*** Opening Record excerpts ***

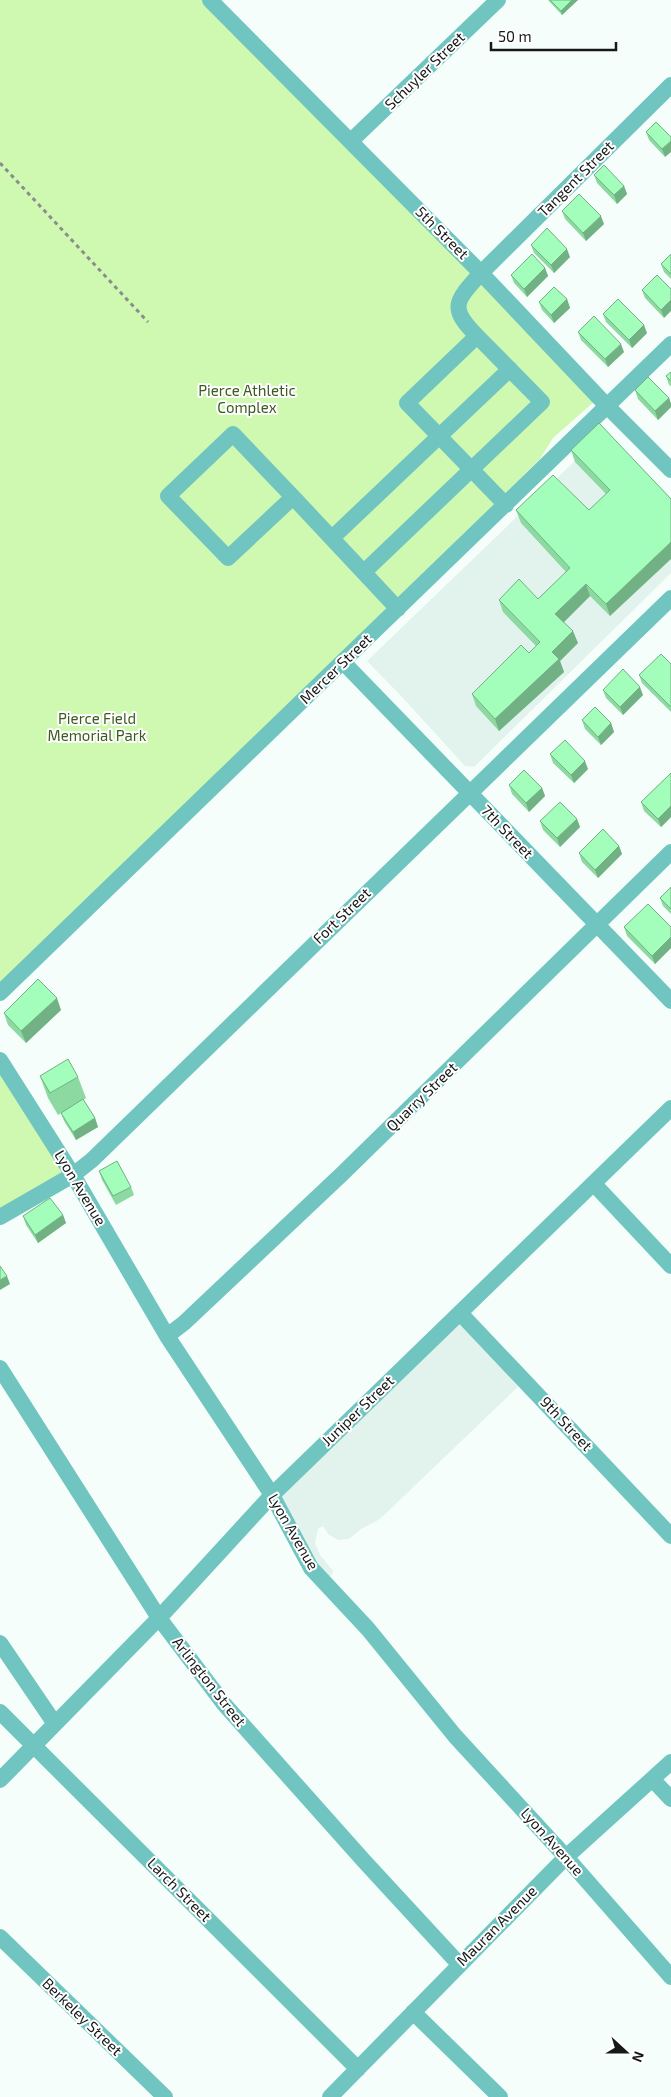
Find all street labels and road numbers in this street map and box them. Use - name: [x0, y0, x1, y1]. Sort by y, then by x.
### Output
- street label: Schuyler Street: [381, 27, 468, 113]
- street label: Tangent Street: [534, 136, 617, 220]
- street label: 5th Street: [412, 202, 473, 263]
- street label: Mercer Street: [296, 629, 375, 707]
- street label: 7th Street: [478, 801, 538, 862]
- street label: Fort Street: [309, 883, 374, 947]
- street label: Quarry Street: [382, 1058, 461, 1135]
- street label: Lyon Avenue: [51, 1146, 110, 1229]
- street label: Juniper Street: [317, 1371, 397, 1449]
- street label: 9th Street: [537, 1392, 597, 1455]
- street label: Lyon Avenue: [265, 1490, 323, 1573]
- street label: Arlington Street: [169, 1633, 250, 1730]
- street label: Lyon Avenue: [518, 1804, 588, 1879]
- street label: Larch Street: [144, 1854, 216, 1925]
- street label: Mauran Avenue: [452, 1881, 540, 1969]
- street label: Berkeley Street: [39, 1974, 127, 2059]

*** Closing Record excerpts ***

**Instructions to follow**
Once the pictures are set aside, write out the entries verbatim.

**Answer to the problem**
Find all street labels and road numbers in this street map and box them. Use - name: [x0, y0, x1, y1]. Sort by y, then by x.
### Output
- street label: Schuyler Street: [381, 27, 468, 113]
- street label: Tangent Street: [534, 136, 617, 220]
- street label: 5th Street: [412, 202, 473, 263]
- street label: Mercer Street: [296, 629, 375, 707]
- street label: 7th Street: [478, 801, 538, 862]
- street label: Fort Street: [309, 883, 374, 947]
- street label: Quarry Street: [382, 1058, 461, 1135]
- street label: Lyon Avenue: [51, 1146, 110, 1229]
- street label: Juniper Street: [317, 1371, 397, 1449]
- street label: 9th Street: [537, 1392, 597, 1455]
- street label: Lyon Avenue: [265, 1490, 323, 1573]
- street label: Arlington Street: [169, 1633, 250, 1730]
- street label: Lyon Avenue: [518, 1804, 588, 1879]
- street label: Larch Street: [144, 1854, 216, 1925]
- street label: Mauran Avenue: [452, 1881, 540, 1969]
- street label: Berkeley Street: [39, 1974, 127, 2059]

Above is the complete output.